(PROBLEM TO WORK ON) Among the records that follow, find the line with "M705 707 715 750 671 761 661 718Z" and the line with "M1034 527 1036". Set down those lines and all lines between them exactly, without adding anything.

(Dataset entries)

+--

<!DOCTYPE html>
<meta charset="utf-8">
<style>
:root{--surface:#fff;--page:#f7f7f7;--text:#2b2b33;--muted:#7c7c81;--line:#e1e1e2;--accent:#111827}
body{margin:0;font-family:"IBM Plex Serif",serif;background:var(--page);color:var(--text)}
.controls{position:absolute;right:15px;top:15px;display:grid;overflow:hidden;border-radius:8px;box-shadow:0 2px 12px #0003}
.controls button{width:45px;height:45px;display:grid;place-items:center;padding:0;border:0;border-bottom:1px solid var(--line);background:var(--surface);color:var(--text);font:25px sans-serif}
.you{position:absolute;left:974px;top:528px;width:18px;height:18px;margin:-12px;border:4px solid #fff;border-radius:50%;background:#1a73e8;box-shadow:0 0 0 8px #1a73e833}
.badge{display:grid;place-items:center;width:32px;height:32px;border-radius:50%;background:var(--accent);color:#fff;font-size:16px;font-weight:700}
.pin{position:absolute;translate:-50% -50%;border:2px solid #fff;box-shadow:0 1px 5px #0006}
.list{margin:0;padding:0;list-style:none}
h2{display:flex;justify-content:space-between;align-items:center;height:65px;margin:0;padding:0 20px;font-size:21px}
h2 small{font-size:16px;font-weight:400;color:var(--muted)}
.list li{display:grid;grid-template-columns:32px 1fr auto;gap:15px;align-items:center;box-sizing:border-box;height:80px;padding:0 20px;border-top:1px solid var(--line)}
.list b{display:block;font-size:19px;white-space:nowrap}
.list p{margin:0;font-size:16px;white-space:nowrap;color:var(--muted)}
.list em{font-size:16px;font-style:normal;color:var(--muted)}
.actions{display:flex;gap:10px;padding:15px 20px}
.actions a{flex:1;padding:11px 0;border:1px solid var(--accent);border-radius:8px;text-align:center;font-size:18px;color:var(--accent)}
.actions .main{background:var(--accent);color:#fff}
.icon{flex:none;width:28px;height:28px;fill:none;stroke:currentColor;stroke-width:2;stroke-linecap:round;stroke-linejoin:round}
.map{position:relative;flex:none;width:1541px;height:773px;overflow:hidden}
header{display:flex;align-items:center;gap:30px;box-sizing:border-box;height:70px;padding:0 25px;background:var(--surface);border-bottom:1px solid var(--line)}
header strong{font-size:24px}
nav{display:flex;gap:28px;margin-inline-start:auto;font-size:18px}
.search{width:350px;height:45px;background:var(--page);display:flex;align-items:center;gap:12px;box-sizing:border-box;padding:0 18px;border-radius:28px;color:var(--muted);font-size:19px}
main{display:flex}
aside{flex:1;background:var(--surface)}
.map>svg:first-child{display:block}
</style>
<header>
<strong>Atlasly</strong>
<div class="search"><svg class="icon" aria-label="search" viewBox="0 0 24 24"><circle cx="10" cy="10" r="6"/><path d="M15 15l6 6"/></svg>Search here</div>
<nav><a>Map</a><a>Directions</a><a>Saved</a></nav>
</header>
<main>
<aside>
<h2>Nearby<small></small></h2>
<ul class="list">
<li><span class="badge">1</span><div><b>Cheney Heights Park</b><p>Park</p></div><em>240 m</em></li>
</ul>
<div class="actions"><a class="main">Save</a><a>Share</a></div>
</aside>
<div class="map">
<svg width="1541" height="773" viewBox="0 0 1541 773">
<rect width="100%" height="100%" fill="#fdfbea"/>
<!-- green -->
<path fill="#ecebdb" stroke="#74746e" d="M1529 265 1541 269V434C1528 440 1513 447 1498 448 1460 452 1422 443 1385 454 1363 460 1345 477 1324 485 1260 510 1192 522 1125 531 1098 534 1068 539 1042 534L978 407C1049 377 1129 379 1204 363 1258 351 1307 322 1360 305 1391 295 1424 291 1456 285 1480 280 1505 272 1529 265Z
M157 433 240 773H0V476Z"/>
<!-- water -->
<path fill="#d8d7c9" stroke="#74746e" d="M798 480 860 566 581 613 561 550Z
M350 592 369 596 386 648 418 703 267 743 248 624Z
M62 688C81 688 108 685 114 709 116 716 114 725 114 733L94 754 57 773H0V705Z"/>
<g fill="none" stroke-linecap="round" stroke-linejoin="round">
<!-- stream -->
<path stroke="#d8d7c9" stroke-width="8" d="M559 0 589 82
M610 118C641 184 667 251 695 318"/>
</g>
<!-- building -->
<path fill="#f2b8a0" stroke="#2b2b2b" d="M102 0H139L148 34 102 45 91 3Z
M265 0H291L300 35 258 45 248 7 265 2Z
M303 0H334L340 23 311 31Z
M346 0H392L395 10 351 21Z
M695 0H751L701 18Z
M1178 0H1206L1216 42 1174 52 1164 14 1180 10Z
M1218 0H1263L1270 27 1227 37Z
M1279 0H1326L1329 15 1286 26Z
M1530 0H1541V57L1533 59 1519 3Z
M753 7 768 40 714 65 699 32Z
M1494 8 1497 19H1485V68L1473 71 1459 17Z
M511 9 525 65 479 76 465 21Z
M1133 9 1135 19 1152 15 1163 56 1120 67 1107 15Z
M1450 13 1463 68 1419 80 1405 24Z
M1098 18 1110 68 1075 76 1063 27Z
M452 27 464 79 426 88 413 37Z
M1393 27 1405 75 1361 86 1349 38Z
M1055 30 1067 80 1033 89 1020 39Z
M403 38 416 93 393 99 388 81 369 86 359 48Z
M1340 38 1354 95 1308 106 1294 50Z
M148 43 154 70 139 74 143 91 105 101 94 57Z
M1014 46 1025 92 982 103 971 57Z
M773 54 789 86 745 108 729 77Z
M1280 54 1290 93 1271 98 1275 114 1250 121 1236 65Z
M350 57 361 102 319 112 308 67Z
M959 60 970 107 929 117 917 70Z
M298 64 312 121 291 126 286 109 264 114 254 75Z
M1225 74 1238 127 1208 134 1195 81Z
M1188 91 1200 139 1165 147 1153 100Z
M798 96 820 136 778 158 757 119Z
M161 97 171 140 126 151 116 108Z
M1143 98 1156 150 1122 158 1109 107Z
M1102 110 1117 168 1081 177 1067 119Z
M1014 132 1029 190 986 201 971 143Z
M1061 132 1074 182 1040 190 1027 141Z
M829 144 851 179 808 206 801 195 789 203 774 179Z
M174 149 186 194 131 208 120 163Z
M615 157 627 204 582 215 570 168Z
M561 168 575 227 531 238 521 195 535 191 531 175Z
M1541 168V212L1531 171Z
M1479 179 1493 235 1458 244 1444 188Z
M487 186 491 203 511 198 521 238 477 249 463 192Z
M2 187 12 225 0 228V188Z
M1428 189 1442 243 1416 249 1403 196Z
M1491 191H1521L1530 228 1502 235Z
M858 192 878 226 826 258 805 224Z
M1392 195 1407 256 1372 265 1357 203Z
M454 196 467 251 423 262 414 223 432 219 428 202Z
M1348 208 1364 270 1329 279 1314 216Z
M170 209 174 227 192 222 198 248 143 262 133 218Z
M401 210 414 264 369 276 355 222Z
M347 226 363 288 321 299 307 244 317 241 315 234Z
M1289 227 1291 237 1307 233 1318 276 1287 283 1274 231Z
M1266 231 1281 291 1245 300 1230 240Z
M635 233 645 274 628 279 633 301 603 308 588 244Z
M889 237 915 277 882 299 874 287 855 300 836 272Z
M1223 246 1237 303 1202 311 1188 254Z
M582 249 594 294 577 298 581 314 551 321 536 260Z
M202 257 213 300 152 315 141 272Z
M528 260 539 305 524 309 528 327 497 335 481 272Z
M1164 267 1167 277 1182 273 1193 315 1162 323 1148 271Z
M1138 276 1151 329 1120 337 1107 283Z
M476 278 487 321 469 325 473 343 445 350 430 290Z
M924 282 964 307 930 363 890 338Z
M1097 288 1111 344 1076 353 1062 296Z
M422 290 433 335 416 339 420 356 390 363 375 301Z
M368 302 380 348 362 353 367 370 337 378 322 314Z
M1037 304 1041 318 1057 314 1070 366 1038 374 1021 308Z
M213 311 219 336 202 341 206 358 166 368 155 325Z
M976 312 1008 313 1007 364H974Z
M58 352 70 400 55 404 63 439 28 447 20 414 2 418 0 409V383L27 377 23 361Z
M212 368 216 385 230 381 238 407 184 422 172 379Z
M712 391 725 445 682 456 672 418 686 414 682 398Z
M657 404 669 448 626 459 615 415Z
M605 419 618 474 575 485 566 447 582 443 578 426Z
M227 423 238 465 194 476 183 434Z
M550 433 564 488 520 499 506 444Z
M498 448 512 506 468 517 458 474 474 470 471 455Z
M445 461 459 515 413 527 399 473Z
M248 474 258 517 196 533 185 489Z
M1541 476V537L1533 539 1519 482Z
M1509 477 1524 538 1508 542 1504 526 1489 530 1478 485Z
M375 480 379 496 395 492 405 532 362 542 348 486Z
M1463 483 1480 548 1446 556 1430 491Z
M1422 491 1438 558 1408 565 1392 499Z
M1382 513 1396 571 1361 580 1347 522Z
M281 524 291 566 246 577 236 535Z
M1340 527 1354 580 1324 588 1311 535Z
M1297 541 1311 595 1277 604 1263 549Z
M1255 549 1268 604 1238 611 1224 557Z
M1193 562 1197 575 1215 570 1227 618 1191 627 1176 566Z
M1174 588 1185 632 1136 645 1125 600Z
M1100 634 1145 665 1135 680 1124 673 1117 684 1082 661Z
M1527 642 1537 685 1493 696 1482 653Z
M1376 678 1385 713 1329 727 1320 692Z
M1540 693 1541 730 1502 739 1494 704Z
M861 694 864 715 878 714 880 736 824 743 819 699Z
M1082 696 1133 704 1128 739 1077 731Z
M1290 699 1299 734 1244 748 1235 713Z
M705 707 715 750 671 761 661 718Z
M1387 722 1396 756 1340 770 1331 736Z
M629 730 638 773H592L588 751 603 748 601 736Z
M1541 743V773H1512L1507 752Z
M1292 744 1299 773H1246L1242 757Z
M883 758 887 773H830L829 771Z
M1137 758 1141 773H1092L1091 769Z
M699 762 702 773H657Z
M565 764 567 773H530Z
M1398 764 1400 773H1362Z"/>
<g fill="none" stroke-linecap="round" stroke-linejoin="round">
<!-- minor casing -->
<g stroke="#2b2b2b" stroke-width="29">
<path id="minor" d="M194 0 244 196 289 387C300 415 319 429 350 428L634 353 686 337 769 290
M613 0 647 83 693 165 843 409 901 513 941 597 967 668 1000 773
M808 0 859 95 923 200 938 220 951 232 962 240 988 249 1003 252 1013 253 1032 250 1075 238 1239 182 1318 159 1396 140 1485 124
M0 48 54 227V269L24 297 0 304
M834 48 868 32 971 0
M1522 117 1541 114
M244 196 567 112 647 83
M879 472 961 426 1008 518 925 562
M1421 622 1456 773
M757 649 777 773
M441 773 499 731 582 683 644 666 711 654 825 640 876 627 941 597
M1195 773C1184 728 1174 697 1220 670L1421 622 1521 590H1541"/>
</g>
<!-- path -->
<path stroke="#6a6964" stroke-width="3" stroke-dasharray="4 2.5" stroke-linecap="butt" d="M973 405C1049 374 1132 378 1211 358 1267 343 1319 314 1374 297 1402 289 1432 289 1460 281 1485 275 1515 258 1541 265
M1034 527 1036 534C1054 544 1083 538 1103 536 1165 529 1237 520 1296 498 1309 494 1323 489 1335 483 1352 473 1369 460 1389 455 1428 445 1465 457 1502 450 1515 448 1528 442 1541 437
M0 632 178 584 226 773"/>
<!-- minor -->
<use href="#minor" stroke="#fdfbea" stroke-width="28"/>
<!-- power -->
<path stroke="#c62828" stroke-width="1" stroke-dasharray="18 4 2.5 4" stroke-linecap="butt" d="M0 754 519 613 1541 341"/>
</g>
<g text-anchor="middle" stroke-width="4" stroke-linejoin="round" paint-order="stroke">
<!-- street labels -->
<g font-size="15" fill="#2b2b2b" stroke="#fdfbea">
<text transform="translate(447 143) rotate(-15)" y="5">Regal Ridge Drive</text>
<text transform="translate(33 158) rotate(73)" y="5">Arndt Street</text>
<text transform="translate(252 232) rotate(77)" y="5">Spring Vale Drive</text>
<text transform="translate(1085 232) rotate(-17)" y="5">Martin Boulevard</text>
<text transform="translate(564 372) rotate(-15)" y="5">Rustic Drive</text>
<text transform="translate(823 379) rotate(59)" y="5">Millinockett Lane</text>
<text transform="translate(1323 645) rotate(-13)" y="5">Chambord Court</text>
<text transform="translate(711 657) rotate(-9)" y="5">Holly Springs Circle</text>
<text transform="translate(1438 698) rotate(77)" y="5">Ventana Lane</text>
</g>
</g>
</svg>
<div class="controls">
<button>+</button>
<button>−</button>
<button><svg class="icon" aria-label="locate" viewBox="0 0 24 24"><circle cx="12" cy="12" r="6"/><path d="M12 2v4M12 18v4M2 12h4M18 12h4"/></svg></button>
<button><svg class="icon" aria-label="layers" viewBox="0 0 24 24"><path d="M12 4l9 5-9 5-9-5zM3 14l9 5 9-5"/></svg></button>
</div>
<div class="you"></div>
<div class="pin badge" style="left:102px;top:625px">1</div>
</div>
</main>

+--

(YOUR RESPONSE)
M705 707 715 750 671 761 661 718Z
M1387 722 1396 756 1340 770 1331 736Z
M629 730 638 773H592L588 751 603 748 601 736Z
M1541 743V773H1512L1507 752Z
M1292 744 1299 773H1246L1242 757Z
M883 758 887 773H830L829 771Z
M1137 758 1141 773H1092L1091 769Z
M699 762 702 773H657Z
M565 764 567 773H530Z
M1398 764 1400 773H1362Z"/>
<g fill="none" stroke-linecap="round" stroke-linejoin="round">
<!-- minor casing -->
<g stroke="#2b2b2b" stroke-width="29">
<path id="minor" d="M194 0 244 196 289 387C300 415 319 429 350 428L634 353 686 337 769 290
M613 0 647 83 693 165 843 409 901 513 941 597 967 668 1000 773
M808 0 859 95 923 200 938 220 951 232 962 240 988 249 1003 252 1013 253 1032 250 1075 238 1239 182 1318 159 1396 140 1485 124
M0 48 54 227V269L24 297 0 304
M834 48 868 32 971 0
M1522 117 1541 114
M244 196 567 112 647 83
M879 472 961 426 1008 518 925 562
M1421 622 1456 773
M757 649 777 773
M441 773 499 731 582 683 644 666 711 654 825 640 876 627 941 597
M1195 773C1184 728 1174 697 1220 670L1421 622 1521 590H1541"/>
</g>
<!-- path -->
<path stroke="#6a6964" stroke-width="3" stroke-dasharray="4 2.5" stroke-linecap="butt" d="M973 405C1049 374 1132 378 1211 358 1267 343 1319 314 1374 297 1402 289 1432 289 1460 281 1485 275 1515 258 1541 265
M1034 527 1036 534C1054 544 1083 538 1103 536 1165 529 1237 520 1296 498 1309 494 1323 489 1335 483 1352 473 1369 460 1389 455 1428 445 1465 457 1502 450 1515 448 1528 442 1541 437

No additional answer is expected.